(Beginning of Entries provided)

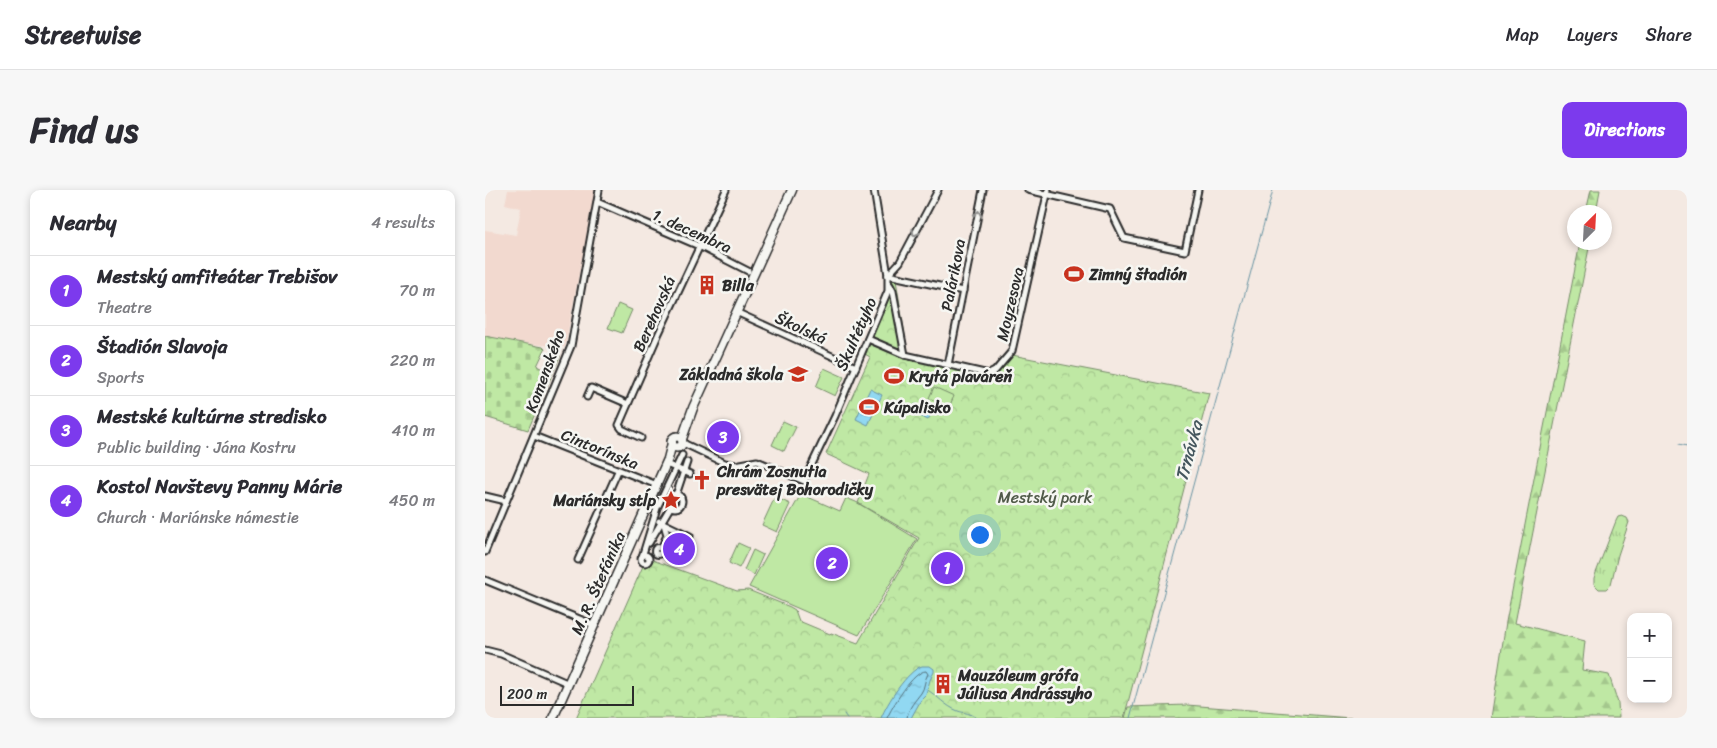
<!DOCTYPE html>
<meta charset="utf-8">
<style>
body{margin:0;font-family:Sriracha,sans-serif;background:#f7f7f7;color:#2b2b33}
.controls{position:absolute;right:15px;bottom:15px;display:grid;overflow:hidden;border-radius:10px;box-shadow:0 2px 8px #0003}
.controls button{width:45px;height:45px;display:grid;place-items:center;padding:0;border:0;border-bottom:1px solid #e1e1e2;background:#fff;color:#2b2b33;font:25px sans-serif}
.compass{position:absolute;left:1082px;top:15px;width:45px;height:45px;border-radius:50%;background:#fff;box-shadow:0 2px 8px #0003;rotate:24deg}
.scale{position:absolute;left:15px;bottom:12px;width:134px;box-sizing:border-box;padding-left:5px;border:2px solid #2b2b2b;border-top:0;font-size:14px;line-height:18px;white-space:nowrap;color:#2b2b2b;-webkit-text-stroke:4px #f6f6f2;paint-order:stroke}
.you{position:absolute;left:494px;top:344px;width:18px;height:18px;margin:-12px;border:4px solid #fff;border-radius:50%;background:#1a73e8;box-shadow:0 0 0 8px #1a73e833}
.badge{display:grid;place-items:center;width:32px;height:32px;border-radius:50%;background:#7c3aed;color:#fff;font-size:16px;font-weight:700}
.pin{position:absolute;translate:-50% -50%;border:2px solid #fff;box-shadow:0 1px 5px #0006}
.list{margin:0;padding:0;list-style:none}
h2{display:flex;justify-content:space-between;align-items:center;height:65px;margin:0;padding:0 20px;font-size:21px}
h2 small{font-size:16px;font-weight:400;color:#7c7c81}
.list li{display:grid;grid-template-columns:32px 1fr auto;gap:15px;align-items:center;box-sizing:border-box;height:70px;padding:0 20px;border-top:1px solid #e1e1e2}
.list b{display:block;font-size:19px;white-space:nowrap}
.list p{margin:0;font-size:16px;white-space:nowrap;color:#7c7c81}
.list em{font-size:16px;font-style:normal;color:#7c7c81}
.map{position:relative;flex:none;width:1202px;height:528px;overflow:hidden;border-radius:10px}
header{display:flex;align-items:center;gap:30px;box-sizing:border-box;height:70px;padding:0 25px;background:#fff;border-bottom:1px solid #e1e1e2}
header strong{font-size:24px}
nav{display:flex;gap:28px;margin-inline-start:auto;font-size:18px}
.intro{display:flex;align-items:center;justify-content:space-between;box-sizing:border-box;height:120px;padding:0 30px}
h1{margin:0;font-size:35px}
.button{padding:12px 22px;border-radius:10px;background:#7c3aed;color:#fff;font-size:18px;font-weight:700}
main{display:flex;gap:30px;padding:0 30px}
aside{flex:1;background:#fff;border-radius:10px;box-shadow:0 2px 8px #0003}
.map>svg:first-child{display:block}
.built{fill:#f2d9cf}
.grass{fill:url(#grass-tufts);stroke:#758a68}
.forest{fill:url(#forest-firs);stroke:#758a68}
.cemetery{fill:url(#cemetery-stones);stroke:#758a68}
.park{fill:url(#park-crowns);stroke:#758a68}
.pitch{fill:#bfe8a4;stroke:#758a68}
.water{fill:url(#water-ripples);stroke:#6893a2}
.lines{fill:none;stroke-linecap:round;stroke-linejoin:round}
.shore{stroke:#54707b;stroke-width:1}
.stream{stroke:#6893a2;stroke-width:1}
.street-casing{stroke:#2b2b2b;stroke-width:9}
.secondary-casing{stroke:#2b2b2b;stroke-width:11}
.street{stroke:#f6f6f2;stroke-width:5}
.secondary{stroke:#f6f6f2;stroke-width:8}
.oneway{stroke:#90908e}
.labels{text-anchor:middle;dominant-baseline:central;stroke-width:5;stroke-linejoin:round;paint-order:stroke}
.street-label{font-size:16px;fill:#2b2b2b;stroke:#f6f6f2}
.poi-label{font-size:16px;font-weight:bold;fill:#2b2b2b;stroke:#f6f6f2;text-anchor:start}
.park-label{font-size:16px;fill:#505a49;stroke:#f6f6f2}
.water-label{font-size:18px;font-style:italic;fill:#44565d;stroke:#f6f6f2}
</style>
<header>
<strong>Streetwise</strong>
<nav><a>Map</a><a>Layers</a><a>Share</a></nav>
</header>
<div class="intro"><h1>Find us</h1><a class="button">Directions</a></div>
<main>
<aside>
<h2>Nearby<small>4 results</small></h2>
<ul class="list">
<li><span class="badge">1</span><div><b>Mestský amfiteáter Trebišov</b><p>Theatre</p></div><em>70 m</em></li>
<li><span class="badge">2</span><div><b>Štadión Slavoja</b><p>Sports</p></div><em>220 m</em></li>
<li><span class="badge">3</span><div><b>Mestské kultúrne stredisko</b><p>Public building · Jána Kostru</p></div><em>410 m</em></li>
<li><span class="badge">4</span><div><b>Kostol Navštevy Panny Márie</b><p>Church · Mariánske námestie</p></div><em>450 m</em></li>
</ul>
</aside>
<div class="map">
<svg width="1202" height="528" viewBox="0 0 1202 528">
<defs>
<pattern id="grass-tufts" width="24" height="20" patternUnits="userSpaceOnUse" patternTransform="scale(1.25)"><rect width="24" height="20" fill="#bfe8a4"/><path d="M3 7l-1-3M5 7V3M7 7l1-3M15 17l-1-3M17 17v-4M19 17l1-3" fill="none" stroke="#a4c78d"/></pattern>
<pattern id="forest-firs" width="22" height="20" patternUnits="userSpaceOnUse" patternTransform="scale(1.25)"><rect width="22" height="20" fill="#bfe8a4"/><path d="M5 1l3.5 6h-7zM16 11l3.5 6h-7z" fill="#a4c78d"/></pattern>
<pattern id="cemetery-stones" width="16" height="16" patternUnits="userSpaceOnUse" patternTransform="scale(1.25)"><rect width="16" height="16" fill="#bfe8a4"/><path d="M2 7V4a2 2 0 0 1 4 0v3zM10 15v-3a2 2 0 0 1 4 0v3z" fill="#a4c78d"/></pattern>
<pattern id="park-crowns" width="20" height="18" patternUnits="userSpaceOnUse" patternTransform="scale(1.25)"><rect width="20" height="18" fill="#bfe8a4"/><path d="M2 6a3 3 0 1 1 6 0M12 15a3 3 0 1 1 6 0" fill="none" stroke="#a4c78d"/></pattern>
<pattern id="water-ripples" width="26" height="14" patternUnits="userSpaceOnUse" patternTransform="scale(1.25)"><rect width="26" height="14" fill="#91d8f2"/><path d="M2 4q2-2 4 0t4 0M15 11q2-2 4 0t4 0" fill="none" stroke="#7dbad0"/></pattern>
</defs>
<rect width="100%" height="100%" fill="#f4e9e2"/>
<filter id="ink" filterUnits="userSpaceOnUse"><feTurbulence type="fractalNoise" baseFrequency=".02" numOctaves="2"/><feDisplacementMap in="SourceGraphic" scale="10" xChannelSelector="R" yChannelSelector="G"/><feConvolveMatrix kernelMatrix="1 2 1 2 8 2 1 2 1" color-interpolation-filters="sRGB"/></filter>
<g filter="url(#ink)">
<path class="built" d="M23,0H110L80,157L45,154L0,146V40L31,45L36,18L20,14Z"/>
<path class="grass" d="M1137,326L1142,328L1144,332L1133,365L1126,394L1121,399H1114L1109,394V388L1131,331L1133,327Z"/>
<g class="forest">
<path d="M1106,0H1115L1111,22H1101Z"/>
<path d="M1095,53H1105L1030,433L1100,451L1097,480L1124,485L1133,513L1134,528H1006L1021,432Z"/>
<path d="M702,515L866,528H640L643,517Z"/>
</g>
<path class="cemetery" d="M0,146L58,157L60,159L52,176L61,181L64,175L68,177L73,165L75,166L43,240L0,227Z"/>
<path class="park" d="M407,90H411L423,164L422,169L504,186L510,185L527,165L724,203L639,528H91L158,376L154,370V365L252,401L263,400L305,417L310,420L314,431L345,444L346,443L373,453L434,348L373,313L384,284L341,264L385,167L380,164L401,116Z"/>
<g class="pitch">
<path d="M133,114L147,120L137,143L123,138Z"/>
<path d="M339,178L359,187L350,206L331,197Z"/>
<path d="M449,197L469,206L464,217L444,208Z"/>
<path d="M298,231L311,237L299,261L287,255Z"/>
<path d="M316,304L355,321L361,308L371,312L432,349L374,445L264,397Z"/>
<path d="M290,307L305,314L292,342L277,335Z"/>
<path d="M253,353L264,358L254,378L244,373Z"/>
<path d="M268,360L278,365L269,385L259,380Z"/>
</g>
<g class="water">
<path d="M385,199L397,205L383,235L371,229Z"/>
<path d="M430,214L447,222L443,230L426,222Z"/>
<path d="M437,476H445L449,479V482L445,490L441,505L436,510L426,528H396C402,513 422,481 437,476Z"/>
</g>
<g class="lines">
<path class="shore" d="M402,528C407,517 428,481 441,481L443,484C439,490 440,498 436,503C430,511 423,518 422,528"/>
<g class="stream">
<path d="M1194,254L1202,256"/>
<path d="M441,499C453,506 460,516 473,521C479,523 486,523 492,528"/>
<path d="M359,524L362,528"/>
<path d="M645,528L788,0"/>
</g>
<defs>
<g id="street">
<path d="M543,0L625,19L639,48L700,61L713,0"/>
<path d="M112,12L214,56L263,81"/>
<path d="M403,85L415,72L453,0"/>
<path d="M403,85L478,101"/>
<path d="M405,95L408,101L420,165"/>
<path d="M251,122L371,177"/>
<path d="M383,149L420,165L504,184L510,181L527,161L563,0"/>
<path d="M463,175L498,0"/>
<path d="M102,207L106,198L143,214"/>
<path d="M49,246L172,295"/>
<path d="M156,248L137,239L134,235L174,143L241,0"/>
<path d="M198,253L240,273L250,275L272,271L319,291L350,226L403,101V85L389,0"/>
<path d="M181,274L205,284"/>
<circle cx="190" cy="311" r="7"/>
<path d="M0,306L21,311"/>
<path d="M174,331L205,346L199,357L181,349"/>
<path d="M164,353L189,311L202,272"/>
<circle cx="173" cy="361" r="3.5"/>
<path d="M176,359L182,345L179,334"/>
<path d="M0,362L86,156L114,0"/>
<circle cx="160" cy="369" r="4"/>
<path d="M157,367L172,318L197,265"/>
<path d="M93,370L133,281"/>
<path d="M0,390L109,435"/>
<path d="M0,460L16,464L82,493"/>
</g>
<g id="secondary">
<circle cx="192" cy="252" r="5.5"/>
<path d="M197,249L208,218L307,0"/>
<path d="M68,528L183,269L187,253"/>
</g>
</defs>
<use href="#street" class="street-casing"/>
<use href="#secondary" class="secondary-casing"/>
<use href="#street" class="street"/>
<use href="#secondary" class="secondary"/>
</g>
<defs><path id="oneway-chevron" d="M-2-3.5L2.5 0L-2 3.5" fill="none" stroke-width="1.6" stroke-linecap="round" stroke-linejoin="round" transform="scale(1.25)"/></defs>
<g class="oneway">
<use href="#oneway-chevron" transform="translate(493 24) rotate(-79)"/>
<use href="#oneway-chevron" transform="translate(430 43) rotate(118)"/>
</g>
</g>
<defs>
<symbol id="stadium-bare" viewBox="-9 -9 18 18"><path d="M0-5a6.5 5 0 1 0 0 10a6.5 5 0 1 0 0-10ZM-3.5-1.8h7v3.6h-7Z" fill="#c8321e" stroke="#f6f6f2" stroke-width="2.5" paint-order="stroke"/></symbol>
<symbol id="building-bare" viewBox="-9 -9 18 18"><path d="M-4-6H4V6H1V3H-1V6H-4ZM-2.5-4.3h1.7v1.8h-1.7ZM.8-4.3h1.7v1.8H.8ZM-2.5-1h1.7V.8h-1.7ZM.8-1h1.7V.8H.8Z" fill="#c8321e" stroke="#f6f6f2" stroke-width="2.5" paint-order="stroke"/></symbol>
<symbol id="school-bare" viewBox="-9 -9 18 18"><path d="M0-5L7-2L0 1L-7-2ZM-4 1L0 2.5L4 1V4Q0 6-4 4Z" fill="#c8321e" stroke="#f6f6f2" stroke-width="2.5" paint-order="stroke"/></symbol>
<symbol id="church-bare" viewBox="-9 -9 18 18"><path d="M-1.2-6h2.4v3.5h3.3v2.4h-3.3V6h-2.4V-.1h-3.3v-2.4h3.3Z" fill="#c8321e" stroke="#f6f6f2" stroke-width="2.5" paint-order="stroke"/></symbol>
<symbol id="sight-bare" viewBox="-9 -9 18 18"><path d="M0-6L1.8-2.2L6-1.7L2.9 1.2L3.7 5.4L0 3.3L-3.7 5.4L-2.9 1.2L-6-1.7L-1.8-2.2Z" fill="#c8321e" stroke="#f6f6f2" stroke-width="2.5" paint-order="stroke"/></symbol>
</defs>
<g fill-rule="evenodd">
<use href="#stadium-bare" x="575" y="70" width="28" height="28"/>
<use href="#building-bare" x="208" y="81" width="28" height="28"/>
<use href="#school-bare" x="299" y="170" width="28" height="28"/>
<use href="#stadium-bare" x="395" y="172" width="28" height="28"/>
<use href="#stadium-bare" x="370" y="203" width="28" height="28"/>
<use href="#church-bare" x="203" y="276" width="28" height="28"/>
<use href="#sight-bare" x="172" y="296" width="28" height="28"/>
<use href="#building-bare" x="444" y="480" width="28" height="28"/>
</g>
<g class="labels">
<g class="street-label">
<text transform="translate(207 41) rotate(24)">1. decembra</text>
<text transform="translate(468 85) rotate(-79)">Palárikova</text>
<text transform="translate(525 114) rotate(-77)">Moyzesova</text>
<text transform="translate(169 124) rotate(-66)">Berehovská</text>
<text transform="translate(316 138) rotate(25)">Školská</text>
<text transform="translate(371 144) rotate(-66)">Škultétyho</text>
<text transform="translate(60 181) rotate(-70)">Komenského</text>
<text transform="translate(115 259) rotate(22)">Cintorínska</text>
<text transform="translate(113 393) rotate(-66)">M. R. Štefánika</text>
</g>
<g class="poi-label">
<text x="604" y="84">Zimný štadión</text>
<text x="237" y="95">Billa</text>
<text x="298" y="184" text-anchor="end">Základná škola</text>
<text x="424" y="186">Krytá plaváreň</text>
<text x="399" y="217">Kúpalisko</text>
<text x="232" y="281">Chrám Zosnutia<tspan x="232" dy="18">presvätej Bohorodičky</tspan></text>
<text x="171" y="310" text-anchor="end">Mariánsky stĺp</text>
<text x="473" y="485">Mauzóleum grófa<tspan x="473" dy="18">Júliusa Andrássyho</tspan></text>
</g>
<g class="park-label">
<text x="560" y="307">Mestský park</text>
</g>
<g class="water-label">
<text transform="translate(704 261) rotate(-75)">Trnávka</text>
</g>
</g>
</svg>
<div class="controls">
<button>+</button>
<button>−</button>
</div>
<svg class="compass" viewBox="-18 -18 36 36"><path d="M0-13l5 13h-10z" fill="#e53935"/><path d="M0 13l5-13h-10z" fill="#7c7c81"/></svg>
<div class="scale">200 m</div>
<div class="you"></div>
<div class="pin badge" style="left:462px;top:378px">1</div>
<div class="pin badge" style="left:347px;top:373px">2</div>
<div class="pin badge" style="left:238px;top:247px">3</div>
<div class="pin badge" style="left:194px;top:359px">4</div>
</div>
</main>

(End of Entries provided)

Among the entries above, find every line holding "casing" and copy it.

* [Answer for the task]:
.street-casing{stroke:#2b2b2b;stroke-width:9}
.secondary-casing{stroke:#2b2b2b;stroke-width:11}
<use href="#street" class="street-casing"/>
<use href="#secondary" class="secondary-casing"/>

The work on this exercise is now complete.